Description of the task. Retype the records below exactly as given, but only from the first line through the line with "context.font = font", and without the pictures.

:::::

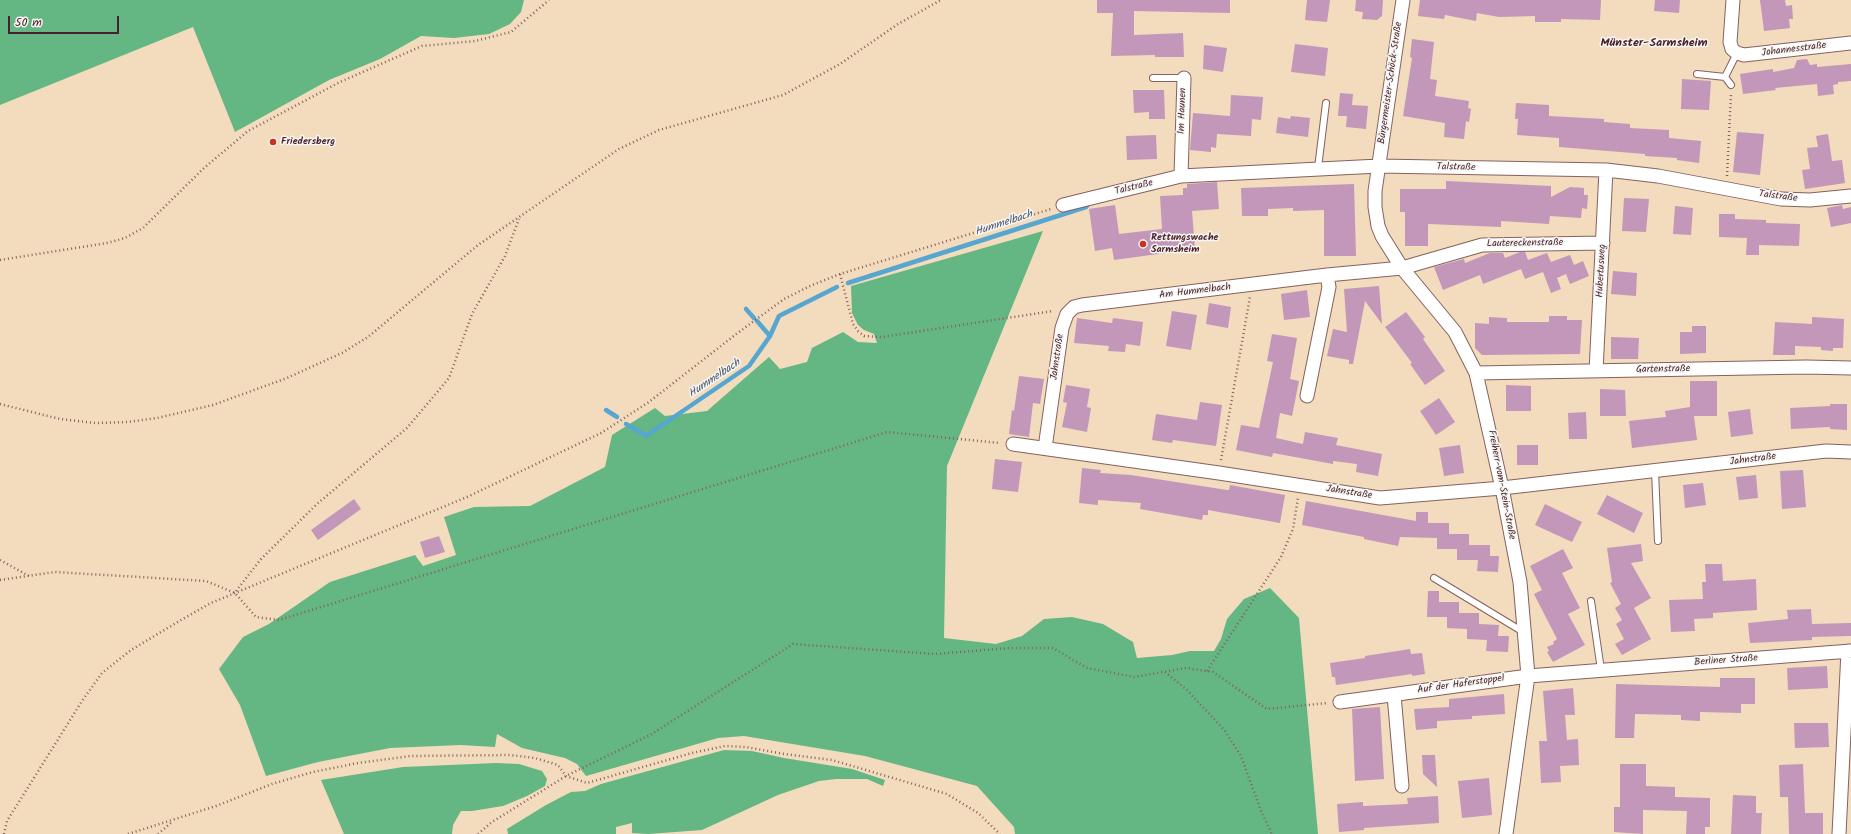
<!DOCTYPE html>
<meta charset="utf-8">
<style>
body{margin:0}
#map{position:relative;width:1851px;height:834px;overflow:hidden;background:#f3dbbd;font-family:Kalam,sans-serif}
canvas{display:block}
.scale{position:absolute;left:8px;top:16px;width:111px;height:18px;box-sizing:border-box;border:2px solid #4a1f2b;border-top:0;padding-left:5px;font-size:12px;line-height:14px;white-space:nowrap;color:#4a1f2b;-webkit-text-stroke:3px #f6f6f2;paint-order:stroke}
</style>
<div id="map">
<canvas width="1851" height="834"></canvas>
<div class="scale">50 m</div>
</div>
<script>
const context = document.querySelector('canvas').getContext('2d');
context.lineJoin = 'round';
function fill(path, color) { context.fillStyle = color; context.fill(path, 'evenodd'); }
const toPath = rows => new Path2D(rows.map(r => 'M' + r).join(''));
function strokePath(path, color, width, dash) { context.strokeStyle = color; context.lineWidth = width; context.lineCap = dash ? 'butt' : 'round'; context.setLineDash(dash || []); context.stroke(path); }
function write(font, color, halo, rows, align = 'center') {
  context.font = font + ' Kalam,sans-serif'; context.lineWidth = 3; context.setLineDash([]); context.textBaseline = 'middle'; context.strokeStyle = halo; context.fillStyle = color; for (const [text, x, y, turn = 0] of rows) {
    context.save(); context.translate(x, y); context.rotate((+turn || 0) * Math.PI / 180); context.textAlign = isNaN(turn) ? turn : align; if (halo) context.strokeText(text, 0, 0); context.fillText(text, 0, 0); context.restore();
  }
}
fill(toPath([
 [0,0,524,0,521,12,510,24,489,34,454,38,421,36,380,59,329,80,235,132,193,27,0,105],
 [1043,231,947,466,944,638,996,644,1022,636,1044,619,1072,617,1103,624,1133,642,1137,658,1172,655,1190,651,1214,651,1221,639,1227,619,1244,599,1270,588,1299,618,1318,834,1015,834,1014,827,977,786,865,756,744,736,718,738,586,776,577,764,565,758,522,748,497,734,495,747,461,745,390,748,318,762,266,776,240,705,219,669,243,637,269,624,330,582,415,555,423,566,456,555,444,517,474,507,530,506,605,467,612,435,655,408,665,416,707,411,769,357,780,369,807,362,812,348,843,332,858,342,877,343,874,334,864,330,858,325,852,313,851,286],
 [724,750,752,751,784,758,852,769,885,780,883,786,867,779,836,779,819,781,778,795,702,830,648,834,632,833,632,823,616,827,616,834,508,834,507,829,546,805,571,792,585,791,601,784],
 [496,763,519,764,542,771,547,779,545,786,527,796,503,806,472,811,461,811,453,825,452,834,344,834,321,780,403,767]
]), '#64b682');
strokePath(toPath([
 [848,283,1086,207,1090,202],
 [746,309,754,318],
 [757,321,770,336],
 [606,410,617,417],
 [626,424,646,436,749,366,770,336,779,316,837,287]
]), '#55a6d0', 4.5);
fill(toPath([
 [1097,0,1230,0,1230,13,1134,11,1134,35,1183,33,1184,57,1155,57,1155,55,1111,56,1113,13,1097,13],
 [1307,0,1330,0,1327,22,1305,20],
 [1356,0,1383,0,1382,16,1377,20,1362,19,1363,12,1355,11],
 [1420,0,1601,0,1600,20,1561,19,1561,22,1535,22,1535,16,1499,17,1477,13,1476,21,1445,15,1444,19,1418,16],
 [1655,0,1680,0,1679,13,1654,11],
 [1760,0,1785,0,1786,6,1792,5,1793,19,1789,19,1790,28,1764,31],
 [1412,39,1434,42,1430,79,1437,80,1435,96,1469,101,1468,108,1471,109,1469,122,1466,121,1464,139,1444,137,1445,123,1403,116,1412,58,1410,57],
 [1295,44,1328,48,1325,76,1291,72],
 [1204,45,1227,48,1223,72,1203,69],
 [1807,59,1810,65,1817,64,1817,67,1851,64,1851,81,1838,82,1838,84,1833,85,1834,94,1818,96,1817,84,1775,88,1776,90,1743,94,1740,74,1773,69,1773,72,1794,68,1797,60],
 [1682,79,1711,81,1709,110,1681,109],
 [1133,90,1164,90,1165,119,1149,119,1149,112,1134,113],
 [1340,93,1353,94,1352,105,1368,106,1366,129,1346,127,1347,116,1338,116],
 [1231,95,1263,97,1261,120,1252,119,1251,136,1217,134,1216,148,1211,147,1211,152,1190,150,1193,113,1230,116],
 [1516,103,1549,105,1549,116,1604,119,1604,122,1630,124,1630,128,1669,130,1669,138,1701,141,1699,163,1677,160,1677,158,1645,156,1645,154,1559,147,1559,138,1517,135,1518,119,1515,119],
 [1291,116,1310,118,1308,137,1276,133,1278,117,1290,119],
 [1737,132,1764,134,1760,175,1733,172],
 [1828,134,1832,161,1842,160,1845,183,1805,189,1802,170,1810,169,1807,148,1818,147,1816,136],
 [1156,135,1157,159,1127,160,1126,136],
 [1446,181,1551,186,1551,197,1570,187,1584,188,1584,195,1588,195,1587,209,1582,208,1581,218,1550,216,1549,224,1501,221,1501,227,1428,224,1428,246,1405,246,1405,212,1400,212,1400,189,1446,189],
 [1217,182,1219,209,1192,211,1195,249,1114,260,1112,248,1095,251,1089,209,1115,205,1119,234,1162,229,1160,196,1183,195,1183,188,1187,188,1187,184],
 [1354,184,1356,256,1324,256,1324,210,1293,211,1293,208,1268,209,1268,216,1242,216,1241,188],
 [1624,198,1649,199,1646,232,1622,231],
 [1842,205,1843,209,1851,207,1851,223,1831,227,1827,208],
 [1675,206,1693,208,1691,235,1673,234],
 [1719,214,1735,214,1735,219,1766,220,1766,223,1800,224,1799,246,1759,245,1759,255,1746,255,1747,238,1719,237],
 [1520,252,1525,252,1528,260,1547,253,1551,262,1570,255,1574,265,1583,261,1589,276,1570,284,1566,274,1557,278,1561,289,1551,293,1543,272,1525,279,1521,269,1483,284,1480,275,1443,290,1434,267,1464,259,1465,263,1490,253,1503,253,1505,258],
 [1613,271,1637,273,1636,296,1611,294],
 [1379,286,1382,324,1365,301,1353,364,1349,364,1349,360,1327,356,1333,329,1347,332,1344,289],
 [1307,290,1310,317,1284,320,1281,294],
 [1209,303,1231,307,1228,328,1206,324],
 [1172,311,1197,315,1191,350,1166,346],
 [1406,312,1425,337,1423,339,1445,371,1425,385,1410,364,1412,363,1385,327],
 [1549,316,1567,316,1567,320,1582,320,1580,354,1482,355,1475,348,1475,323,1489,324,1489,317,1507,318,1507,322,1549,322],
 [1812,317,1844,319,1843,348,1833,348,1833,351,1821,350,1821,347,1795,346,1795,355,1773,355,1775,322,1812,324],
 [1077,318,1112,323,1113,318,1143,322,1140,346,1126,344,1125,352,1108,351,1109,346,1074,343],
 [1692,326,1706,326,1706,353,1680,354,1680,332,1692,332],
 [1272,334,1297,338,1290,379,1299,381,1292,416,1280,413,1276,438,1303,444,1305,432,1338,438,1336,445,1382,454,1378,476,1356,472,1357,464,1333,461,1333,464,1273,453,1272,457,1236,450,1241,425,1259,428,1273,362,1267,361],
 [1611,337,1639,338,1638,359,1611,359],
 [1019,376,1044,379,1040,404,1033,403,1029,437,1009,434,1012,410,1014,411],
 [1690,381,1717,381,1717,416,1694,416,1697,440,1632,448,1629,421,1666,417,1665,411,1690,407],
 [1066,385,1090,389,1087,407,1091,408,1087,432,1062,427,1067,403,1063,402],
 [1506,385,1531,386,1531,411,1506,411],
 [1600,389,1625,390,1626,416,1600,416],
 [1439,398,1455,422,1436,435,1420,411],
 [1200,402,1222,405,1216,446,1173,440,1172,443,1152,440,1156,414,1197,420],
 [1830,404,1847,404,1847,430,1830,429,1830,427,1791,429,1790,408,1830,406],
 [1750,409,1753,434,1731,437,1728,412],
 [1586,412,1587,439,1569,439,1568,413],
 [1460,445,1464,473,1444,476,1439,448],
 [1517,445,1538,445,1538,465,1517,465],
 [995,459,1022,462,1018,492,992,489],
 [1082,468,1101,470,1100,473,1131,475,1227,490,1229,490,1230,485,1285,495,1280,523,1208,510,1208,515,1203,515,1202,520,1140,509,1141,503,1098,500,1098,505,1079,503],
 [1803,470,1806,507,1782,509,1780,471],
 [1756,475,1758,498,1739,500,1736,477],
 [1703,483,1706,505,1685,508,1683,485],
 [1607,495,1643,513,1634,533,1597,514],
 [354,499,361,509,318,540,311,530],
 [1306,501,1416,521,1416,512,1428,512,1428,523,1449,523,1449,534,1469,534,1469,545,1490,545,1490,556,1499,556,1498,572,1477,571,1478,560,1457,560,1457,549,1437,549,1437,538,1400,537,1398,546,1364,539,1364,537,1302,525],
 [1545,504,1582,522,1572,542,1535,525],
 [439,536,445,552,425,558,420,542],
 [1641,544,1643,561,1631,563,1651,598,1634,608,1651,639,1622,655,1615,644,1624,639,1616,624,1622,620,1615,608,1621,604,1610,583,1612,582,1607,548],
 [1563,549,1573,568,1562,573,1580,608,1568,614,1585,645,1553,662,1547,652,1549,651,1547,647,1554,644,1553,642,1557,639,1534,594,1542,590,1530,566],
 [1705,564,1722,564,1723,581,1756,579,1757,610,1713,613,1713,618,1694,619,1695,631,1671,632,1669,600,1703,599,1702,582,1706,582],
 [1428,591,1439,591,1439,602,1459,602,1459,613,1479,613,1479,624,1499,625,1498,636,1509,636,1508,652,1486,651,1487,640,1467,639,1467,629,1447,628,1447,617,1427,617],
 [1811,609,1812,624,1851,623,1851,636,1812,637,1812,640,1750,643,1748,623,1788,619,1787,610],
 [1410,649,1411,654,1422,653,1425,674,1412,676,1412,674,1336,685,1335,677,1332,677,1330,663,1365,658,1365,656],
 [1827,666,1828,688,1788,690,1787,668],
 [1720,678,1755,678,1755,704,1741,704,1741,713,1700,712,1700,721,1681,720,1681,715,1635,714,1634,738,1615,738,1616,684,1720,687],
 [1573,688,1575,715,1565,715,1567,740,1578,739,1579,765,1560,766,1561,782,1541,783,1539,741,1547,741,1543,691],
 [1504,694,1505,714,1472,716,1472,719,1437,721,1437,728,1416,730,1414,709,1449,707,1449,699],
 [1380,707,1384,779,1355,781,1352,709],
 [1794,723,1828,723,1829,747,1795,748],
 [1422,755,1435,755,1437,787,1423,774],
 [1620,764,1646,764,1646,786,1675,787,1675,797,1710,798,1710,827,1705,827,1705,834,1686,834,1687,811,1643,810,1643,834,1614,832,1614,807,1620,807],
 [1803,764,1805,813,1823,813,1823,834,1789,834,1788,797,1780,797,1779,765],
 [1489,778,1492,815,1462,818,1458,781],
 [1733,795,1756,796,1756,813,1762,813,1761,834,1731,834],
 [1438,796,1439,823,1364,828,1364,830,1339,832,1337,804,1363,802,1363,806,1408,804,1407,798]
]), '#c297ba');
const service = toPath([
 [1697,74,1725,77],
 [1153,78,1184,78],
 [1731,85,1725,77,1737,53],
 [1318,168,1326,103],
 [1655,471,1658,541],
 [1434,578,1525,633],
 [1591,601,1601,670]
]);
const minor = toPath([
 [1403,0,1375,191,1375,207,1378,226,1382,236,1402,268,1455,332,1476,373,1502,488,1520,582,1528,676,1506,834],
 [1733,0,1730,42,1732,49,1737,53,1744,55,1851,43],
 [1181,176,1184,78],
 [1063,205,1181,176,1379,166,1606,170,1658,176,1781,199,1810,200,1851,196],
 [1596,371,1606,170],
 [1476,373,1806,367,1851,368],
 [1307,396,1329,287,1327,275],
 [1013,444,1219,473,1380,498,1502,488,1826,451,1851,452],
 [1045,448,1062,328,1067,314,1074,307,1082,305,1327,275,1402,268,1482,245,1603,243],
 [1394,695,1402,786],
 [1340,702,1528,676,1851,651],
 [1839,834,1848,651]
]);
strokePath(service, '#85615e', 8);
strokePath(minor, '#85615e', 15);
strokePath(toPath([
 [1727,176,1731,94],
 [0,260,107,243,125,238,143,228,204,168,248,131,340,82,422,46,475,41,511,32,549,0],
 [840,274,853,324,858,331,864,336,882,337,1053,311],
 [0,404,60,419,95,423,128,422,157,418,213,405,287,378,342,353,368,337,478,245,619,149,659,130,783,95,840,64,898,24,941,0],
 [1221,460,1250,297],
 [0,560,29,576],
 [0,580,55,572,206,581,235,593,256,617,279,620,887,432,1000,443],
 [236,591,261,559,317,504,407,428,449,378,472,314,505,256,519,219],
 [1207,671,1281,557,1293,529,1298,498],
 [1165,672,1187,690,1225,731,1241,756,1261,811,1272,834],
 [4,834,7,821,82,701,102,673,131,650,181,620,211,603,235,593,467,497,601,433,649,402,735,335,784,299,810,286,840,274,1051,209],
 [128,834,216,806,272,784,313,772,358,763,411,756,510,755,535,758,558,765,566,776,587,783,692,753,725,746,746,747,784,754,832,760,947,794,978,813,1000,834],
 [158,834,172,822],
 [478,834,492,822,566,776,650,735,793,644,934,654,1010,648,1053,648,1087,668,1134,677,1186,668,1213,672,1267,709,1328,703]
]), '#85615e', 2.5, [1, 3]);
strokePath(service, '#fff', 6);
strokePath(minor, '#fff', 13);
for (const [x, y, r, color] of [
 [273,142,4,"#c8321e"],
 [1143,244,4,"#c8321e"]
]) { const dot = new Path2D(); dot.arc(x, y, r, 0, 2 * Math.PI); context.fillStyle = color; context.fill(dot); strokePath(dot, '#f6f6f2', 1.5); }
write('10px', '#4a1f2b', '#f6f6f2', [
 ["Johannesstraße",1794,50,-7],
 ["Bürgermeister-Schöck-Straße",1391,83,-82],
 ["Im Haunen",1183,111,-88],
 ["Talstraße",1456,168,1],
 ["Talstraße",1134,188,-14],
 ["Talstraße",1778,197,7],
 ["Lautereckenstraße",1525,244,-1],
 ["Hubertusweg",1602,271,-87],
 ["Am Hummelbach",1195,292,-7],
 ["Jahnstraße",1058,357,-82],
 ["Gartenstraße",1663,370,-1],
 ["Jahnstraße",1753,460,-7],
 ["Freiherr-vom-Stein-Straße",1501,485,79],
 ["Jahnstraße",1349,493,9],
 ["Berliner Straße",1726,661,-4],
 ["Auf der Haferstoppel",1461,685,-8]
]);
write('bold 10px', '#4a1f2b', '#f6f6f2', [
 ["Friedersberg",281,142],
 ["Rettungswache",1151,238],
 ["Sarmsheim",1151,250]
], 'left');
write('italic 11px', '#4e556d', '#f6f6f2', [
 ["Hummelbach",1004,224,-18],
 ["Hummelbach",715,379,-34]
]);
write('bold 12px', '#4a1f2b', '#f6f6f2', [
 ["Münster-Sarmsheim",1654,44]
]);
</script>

:::::

Task result.
<!DOCTYPE html>
<meta charset="utf-8">
<style>
body{margin:0}
#map{position:relative;width:1851px;height:834px;overflow:hidden;background:#f3dbbd;font-family:Kalam,sans-serif}
canvas{display:block}
.scale{position:absolute;left:8px;top:16px;width:111px;height:18px;box-sizing:border-box;border:2px solid #4a1f2b;border-top:0;padding-left:5px;font-size:12px;line-height:14px;white-space:nowrap;color:#4a1f2b;-webkit-text-stroke:3px #f6f6f2;paint-order:stroke}
</style>
<div id="map">
<canvas width="1851" height="834"></canvas>
<div class="scale">50 m</div>
</div>
<script>
const context = document.querySelector('canvas').getContext('2d');
context.lineJoin = 'round';
function fill(path, color) { context.fillStyle = color; context.fill(path, 'evenodd'); }
const toPath = rows => new Path2D(rows.map(r => 'M' + r).join(''));
function strokePath(path, color, width, dash) { context.strokeStyle = color; context.lineWidth = width; context.lineCap = dash ? 'butt' : 'round'; context.setLineDash(dash || []); context.stroke(path); }
function write(font, color, halo, rows, align = 'center') {
  context.font = font + ' Kalam,sans-serif'; context.lineWidth = 3; context.setLineDash([]); context.textBaseline = 'middle'; context.strokeStyle = halo; context.fillStyle = color; for (const [text, x, y, turn = 0] of rows) {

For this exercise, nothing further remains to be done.